Saved entries:
BEGIN

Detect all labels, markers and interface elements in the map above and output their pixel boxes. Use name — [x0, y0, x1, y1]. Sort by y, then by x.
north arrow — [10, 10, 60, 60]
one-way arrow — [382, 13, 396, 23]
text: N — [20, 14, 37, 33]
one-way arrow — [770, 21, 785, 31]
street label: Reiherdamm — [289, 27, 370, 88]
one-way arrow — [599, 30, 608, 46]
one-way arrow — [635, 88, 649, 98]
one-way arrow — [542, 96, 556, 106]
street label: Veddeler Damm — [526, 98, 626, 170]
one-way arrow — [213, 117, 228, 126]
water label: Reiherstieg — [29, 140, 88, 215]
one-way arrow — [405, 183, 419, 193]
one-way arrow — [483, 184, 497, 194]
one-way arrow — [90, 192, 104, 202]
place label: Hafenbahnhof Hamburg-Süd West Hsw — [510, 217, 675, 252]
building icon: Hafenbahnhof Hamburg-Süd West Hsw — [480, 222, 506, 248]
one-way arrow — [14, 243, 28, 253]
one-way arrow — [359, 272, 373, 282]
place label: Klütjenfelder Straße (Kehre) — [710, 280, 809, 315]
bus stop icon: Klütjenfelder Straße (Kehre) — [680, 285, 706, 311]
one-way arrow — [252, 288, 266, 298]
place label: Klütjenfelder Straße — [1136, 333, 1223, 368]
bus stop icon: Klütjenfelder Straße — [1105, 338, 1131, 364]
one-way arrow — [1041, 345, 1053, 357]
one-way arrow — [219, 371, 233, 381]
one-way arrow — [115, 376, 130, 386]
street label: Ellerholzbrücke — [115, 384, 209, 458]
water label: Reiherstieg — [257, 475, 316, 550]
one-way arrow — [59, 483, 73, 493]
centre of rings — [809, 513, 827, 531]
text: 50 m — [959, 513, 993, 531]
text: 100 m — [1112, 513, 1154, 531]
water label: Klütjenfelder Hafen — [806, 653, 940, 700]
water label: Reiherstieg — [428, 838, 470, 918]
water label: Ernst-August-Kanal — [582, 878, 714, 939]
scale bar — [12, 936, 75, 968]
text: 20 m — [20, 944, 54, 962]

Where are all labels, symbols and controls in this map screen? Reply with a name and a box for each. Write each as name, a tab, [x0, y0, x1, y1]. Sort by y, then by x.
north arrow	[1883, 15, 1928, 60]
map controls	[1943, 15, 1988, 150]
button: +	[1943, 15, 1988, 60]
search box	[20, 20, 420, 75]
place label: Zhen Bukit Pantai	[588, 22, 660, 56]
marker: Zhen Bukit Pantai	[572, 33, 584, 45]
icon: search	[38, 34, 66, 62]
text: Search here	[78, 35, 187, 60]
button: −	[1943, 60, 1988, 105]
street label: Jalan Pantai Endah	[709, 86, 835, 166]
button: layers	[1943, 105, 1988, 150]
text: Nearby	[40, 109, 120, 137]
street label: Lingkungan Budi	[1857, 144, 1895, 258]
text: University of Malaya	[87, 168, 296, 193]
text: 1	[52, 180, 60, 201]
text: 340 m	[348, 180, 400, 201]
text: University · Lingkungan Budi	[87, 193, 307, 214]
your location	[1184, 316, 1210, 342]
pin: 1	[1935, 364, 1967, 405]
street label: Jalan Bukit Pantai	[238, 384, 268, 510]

END

● Exercise brief:
Verbatim reproduction is required for the line holding "Where are all" and for every line after it in the records, with no other line included.

● Output below:
Where are all labels, symbols and controls in this map screen? Reply with a name and a box for each. Write each as name, a tab, [x0, y0, x1, y1]. Sort by y, then by x.
north arrow	[1883, 15, 1928, 60]
map controls	[1943, 15, 1988, 150]
button: +	[1943, 15, 1988, 60]
search box	[20, 20, 420, 75]
place label: Zhen Bukit Pantai	[588, 22, 660, 56]
marker: Zhen Bukit Pantai	[572, 33, 584, 45]
icon: search	[38, 34, 66, 62]
text: Search here	[78, 35, 187, 60]
button: −	[1943, 60, 1988, 105]
street label: Jalan Pantai Endah	[709, 86, 835, 166]
button: layers	[1943, 105, 1988, 150]
text: Nearby	[40, 109, 120, 137]
street label: Lingkungan Budi	[1857, 144, 1895, 258]
text: University of Malaya	[87, 168, 296, 193]
text: 1	[52, 180, 60, 201]
text: 340 m	[348, 180, 400, 201]
text: University · Lingkungan Budi	[87, 193, 307, 214]
your location	[1184, 316, 1210, 342]
pin: 1	[1935, 364, 1967, 405]
street label: Jalan Bukit Pantai	[238, 384, 268, 510]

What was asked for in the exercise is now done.